Top of Task material

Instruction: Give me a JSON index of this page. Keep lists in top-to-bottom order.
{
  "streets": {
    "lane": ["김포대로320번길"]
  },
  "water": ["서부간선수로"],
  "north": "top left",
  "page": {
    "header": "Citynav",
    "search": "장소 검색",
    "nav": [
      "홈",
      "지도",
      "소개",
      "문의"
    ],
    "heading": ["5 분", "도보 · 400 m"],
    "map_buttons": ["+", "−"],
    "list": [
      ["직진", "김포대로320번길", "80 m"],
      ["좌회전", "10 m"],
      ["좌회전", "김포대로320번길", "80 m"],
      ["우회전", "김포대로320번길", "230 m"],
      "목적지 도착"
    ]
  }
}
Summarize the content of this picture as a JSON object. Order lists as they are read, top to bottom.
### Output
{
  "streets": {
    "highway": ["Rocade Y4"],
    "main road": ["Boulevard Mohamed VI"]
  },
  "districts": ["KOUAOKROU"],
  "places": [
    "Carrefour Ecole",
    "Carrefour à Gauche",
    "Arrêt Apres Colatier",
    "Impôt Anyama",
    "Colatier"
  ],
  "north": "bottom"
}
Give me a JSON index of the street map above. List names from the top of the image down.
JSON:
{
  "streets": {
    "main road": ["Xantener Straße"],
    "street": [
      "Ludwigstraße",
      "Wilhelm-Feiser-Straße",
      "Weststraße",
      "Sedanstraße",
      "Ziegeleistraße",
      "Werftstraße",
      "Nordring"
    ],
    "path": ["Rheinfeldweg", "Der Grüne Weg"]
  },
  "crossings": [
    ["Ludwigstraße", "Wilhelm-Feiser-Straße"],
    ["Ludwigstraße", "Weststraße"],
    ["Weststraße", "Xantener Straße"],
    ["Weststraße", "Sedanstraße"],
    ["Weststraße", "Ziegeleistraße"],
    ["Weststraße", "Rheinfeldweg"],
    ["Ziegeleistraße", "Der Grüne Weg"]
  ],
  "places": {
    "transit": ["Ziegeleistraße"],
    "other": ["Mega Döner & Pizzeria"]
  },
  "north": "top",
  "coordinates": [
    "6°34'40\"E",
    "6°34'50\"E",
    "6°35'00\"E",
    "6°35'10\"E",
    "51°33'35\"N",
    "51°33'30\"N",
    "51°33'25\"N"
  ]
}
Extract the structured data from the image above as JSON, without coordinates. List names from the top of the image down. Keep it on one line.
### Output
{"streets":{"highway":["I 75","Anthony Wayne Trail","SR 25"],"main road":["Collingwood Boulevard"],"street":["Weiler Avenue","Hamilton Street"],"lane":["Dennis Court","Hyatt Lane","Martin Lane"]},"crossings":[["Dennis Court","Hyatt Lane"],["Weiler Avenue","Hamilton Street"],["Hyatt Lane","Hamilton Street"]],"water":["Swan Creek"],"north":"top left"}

Bottom of Task material

**What to work on:**
Say how many lines above contain "down", and give no words besides the number.

**Exercise answer:**
2